Cristian Mungiu… a examen (II)

El primer largometraje de Cristian Mungiu, Occidente (Occident, 2002) podría definirse como lo que ocurre cuando las tendencias realistas y minimalistas de la nueva ola del cine rumano colisionan con las influencias del cine de autor e independiente de la época. El resultado puede a priori parecer desconectado incluso del propio estilo visual y los signos autorales del director de R.M.N. (2022). Sin embargo, en ese choque con lo que llegará a ser una aproximación formal y narrativa bastante diferente, se pueden encontrar algunas de las claves de su naturaleza como cineasta, dentro del contexto de la terrible crisis económica que sucedió a la caída del régimen comunista de Nicolae Ceaușescu. Los intereses temáticos sobre las relaciones socioeconómicas y la dimensión política del filme son evidentes ya en los primeros compases de su metraje, en los que el joven Luci (Alexandru Papadopol) y su novia Sorina (Anca Androne) ven como sus pertenencias han sido sacadas fuera del piso del primero. Víctimas de un desahucio y sin ningún otro lugar a donde ir, la pareja sufre un distanciamiento físico, pero también emocional por los distintos intereses de ambos respecto a permanecer o emigrar fuera del país para ganarse la vida en Europa.

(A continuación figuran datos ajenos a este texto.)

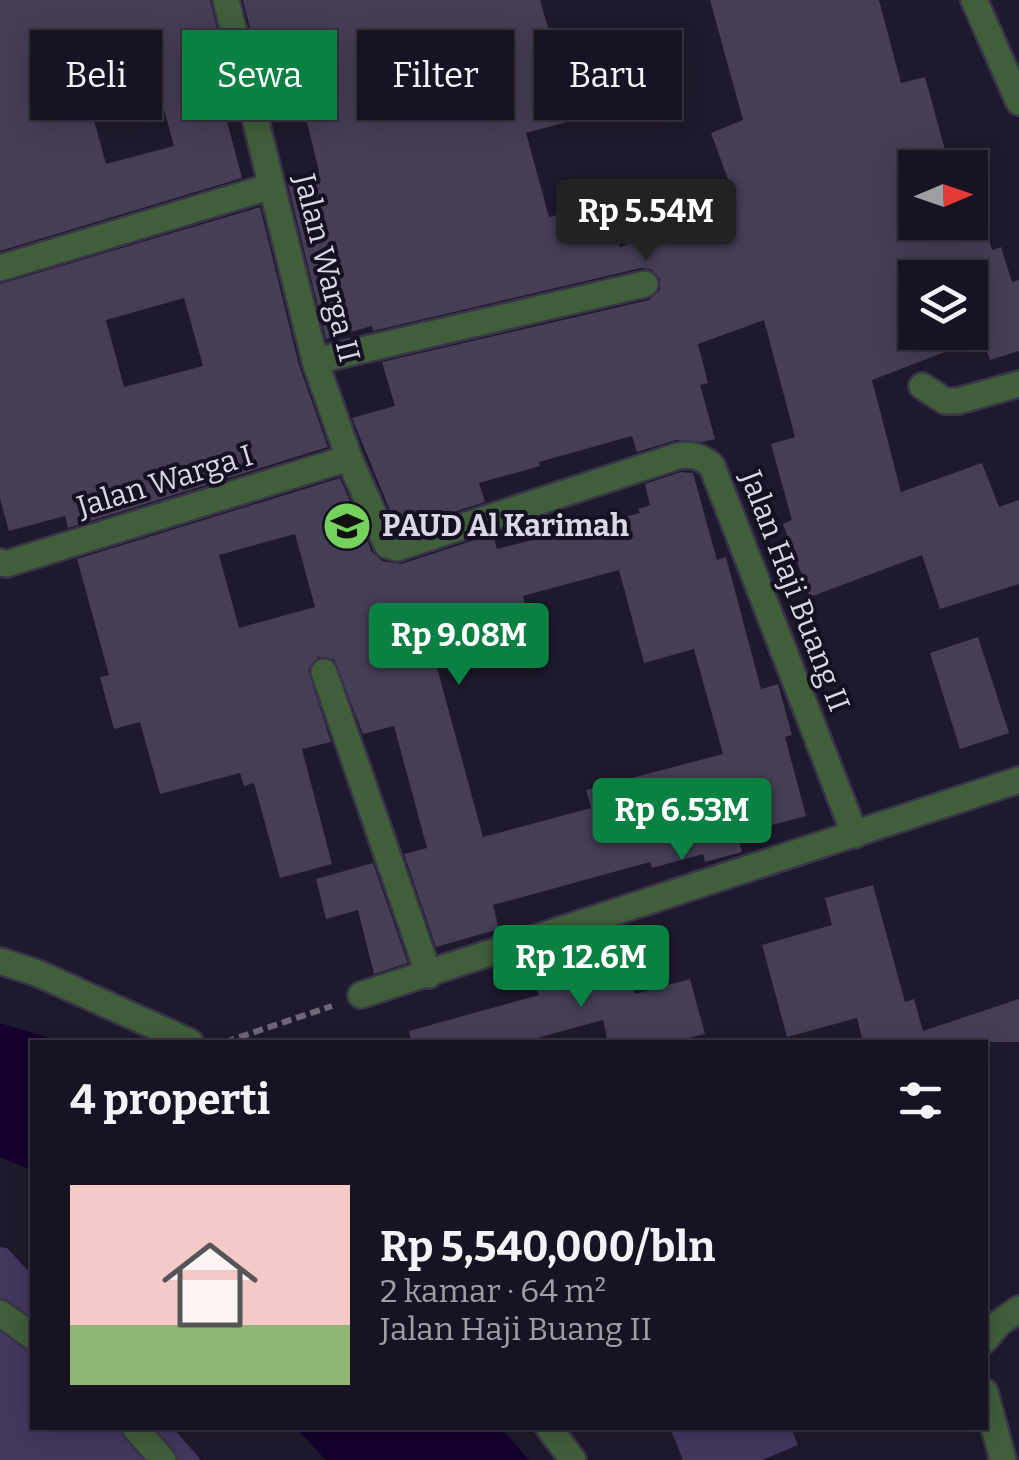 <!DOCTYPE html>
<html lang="id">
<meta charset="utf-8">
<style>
body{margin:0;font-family:Bitter,serif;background:#201c2a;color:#f1f3f6;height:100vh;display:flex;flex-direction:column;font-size:38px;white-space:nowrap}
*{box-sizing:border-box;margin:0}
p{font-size:32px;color:#9e9ea5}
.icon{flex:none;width:55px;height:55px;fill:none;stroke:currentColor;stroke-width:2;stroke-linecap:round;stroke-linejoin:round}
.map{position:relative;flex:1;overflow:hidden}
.drawer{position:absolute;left:30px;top:1040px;width:958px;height:390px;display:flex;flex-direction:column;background:#171322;border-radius:0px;box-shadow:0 5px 25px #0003,0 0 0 2px #363240}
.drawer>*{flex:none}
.hud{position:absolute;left:30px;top:30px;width:960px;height:90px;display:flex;gap:20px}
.needle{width:65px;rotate:88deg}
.buttons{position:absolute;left:898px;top:150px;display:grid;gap:20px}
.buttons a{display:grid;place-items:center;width:90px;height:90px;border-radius:0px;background:#171322;box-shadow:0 5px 25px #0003,0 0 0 2px #363240;font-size:50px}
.price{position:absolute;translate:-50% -85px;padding:0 22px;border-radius:10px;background:#0b8043;color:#fff;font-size:32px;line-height:65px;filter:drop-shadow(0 2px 5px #0008)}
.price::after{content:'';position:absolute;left:50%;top:60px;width:30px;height:22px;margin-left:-15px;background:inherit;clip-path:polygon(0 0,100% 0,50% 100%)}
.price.current{background:#222;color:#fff}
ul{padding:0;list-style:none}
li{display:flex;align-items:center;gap:30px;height:250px;padding:0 40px}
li+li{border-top:2px solid #363240}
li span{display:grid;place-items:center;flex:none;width:280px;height:200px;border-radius:0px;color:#555}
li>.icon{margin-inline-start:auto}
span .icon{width:120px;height:120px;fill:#fffc;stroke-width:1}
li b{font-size:42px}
h2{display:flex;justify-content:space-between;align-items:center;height:120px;padding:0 40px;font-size:42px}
.chip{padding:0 35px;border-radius:0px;background:#171322;box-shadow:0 5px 25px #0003,0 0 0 2px #363240;font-size:35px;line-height:90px}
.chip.current{background:#0b8043;color:#fff}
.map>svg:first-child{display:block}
.green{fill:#44375e}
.water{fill:#15002e}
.building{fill:#453e55;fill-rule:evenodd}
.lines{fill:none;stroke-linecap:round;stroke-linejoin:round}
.lane-casing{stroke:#393447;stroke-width:30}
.street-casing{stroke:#393447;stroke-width:30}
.path{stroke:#6d6779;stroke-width:6;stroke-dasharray:10 5;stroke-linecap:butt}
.lane{stroke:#415e3a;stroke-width:25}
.street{stroke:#415e3a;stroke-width:25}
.labels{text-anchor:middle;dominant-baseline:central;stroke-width:8;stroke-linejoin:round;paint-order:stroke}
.street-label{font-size:30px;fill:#dbd7e5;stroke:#161023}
.poi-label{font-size:30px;font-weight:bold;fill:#dbd7e5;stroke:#161023;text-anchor:start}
</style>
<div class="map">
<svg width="1019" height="1460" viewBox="0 0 1019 1460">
<rect width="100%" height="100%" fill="#1f192d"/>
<g class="green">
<polygon points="0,1247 7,1248 32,1275 32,1428 173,1428 201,1460 0,1460"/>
<polygon points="670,1428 791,1428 798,1445 762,1460 683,1460"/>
</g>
<g class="water">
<polygon points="0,1023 63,1042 32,1042 32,1170 0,1157"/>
<polygon points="296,1428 501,1428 529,1460 326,1460"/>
</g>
<g class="building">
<path d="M0,0H210L238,115L226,118L242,178L0,251ZM152,65L174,146L106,164L84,83Z"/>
<path d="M243,0H540L562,77L578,73L589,116L526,133L549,217L608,201L620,247L737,204L711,133L743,120L710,0H879L901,83L925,77L950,168H915V222H970L971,174L992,250L1001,247L1012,282L1019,280V351L990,360L982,338L872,380L901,492L982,463L999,507L1019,500V584L940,609L922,555L810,597L783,524L792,520L771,444L795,437L764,320L698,344L708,383L700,385L715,439L703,442L676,440L637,452L632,436L539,462L540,466L479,483L485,502L398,530L352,418L395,406L382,362L649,300L660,290V279L651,269L641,268L373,331L372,326L326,339L287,180L319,171L301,98L269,106ZM915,278H970V332H915Z"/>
<path d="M260,207L299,365L328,447L68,528L65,516L9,531L0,499V284ZM184,298L203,366L124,387L106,320Z"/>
<path d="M681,472L693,473L717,560L726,557L761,689L778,684L792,735L785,737L806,816L737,834L742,852L705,862L703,854L652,868L650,862L493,905L499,929L436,947L404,854L427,848L394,726L363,734L334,659L318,657L308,670L331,742L302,749L332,864L280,878L254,783L244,786L240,773L160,794L140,722L114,729L100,677L109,675L77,559L340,478L372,552L382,561L401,564L493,534L497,549L640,513L638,509L650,505L645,484ZM295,534L315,607L239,628L219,555ZM619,570L644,663L694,649L723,754L586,790L591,808L483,837L436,664L534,637L523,596Z"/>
<polygon points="978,637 1009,733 960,749 930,653"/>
<polygon points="373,863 408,963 374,974 358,910 326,919 316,879"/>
<polygon points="873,885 905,1002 914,999 923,1031 1019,999 1019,1042 863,1042 857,1018 787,1037 762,945 832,925 825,898"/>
<polygon points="624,953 635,994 690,979 705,1034 672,1042 608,1042 603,1020 523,1042 411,1042 409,1031 539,995 534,979"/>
</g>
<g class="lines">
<g class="lane-casing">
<polyline id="lane" points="922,386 945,401 958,401 1019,384"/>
</g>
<g class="street-casing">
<g id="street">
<path d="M226,0L315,361L349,458L387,545L397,548L678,456C692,454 701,456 712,466L855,835"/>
<polyline points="974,0 1019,102"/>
<polyline points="0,268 272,186"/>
<polyline points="315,361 645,284"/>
<polyline points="0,562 6,564 349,458"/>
<polyline points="324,672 429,975"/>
<polyline points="0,961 37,973 190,1042"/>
<polyline points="361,995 1019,780"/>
<polyline points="0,1313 32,1336"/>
<polyline points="985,1340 998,1324 1019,1309"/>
<polyline points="985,1392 1003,1460"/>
<polyline points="135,1428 163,1460"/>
<polyline points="549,1428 573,1460"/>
</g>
</g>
<polyline class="path" points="225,1042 332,1006"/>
<use href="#lane" class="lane"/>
<use href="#street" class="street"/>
</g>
<defs>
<g id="school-disc" transform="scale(2.5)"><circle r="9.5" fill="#74d25c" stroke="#161023"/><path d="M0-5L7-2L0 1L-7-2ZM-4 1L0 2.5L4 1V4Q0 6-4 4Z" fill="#111"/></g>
</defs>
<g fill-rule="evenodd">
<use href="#school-disc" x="347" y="526"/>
</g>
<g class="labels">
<g class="street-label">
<text transform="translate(327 268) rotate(76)">Jalan Warga II</text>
<text transform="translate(165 481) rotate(-17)">Jalan Warga I</text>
<text transform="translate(795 591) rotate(69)">Jalan Haji Buang II</text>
</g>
<g class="poi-label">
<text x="382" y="526">PAUD Al Karimah</text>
</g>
</g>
</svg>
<div class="buttons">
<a><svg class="needle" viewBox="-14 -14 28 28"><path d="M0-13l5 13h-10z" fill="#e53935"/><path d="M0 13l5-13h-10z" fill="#9e9ea5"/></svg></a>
<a><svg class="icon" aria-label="layers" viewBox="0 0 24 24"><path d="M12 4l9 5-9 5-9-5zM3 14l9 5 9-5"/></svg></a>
</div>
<b class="price current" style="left:646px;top:264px">Rp 5.54M</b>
<b class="price" style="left:459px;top:688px">Rp 9.08M</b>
<b class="price" style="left:682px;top:863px">Rp 6.53M</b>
<b class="price" style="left:581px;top:1010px">Rp 12.6M</b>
<div class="hud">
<a class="chip">Beli</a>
<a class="chip current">Sewa</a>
<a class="chip">Filter</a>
<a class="chip">Baru</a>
</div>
<section class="drawer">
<h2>4 properti<svg class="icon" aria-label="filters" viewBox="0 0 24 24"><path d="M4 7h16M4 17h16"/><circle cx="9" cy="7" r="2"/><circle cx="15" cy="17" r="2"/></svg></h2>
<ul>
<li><span style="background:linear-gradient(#f6c9c9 70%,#8fb573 0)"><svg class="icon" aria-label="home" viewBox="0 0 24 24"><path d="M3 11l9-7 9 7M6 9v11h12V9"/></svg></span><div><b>Rp 5,540,000/bln</b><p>2 kamar · 64 m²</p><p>Jalan Haji Buang II</p></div></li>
</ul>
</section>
</div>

Pero esta historia no se cuenta linealmente, sino que sus vericuetos se relatan a través de una narración fragmentada, con una estructura separada en capítulos que presentan a distintos personajes y sus historias, que complementan las de los demás y el argumento global de la película. Aparece también Mihaela (Tania Popa), a quien dejan plantada el día de su boda, cuya madre (Coca Bloos) la persuade para buscar un marido extranjero que pueda mantenerla y darle seguridad económica. Pero además tiene un papel relevante su padre, que recibe noticias de la muerte del primo de Luci, que atravesó la frontera ilegalmente hace años. Algo que, combinado con el tono irónico, el humor negro tan reconocible de Mungiu y ese doble nivel de lectura de las relaciones interpersonales, también la aproximan a un hito del cine independiente estadounidense como Pulp Fiction (Quentin Tarantino, 1994). Este sentido lúdico del relato, los múltiples puntos de vista o la exploración de la soledad de sus personajes y las dificultades de comunicación y conexión con los demás son además evocadores de la filmografía de Wong Kar Wai —Fallen Angels (1995)—, sin abandonar su característico desarrollo de los vínculos con asuntos que afectan a la sociedad general en su conjunto.

A través de estas historias cruzadas se desvela gradualmente de qué manera los personajes y las interacciones casuales afectan y explican situaciones de los otros protagonistas de este reparto coral, con un uso deliberadamente artificioso de la elipsis —que permite administrar la información al espectador configurando una especie de puzle dramático sobre la alienación y el desarraigo o la idealización del mismo capitalismo occidental que ha arruinado su patria, así de cómo el azar afecta las decisiones y las vidas de todos ellos—. Los planos sufren aquí el corte del montaje que extrae y priva de la posibilidad de conocer toda la verdad de cada secuencia, con una manipulación explícita del espacio cinematográfico, que también pretende manipular emocionalmente a la audiencia de manera directa con ayuda de su banda sonora. Algo que está muy alejado de los planos secuencia y la puesta en escena prácticamente neorrealista del cine rumano y de su director, que aquí también captura en composiciones con cámara en mano y planos fijos.

Esta manipulación se extiende a la que suponen la presencia de extranjeros de distinta procedencia (un francés, un italiano, un holandés), que sirven de simbólica representación del progreso y las esperanzas ciegas que los rumanos depositan en esa Europa avanzada y rica, con la que se comunican en lenguas ajenas a la suya. Esta ceguera voluntaria e ignorancia deliberada sobre los destinos que aguardan a los compatriotas fuera de su país se sintetiza perfectamente en la escena en la que Luci miente a su abuela sobre el destino de su primo, asegurando que gana mucho dinero y le va muy bien, reafirmando el mito del migrante que triunfa, que justifica cualquier sacrificio a los ojos de quienes se quedan para abandonar el hogar y aventurarse en territorios desconocidos y distantes culturalmente.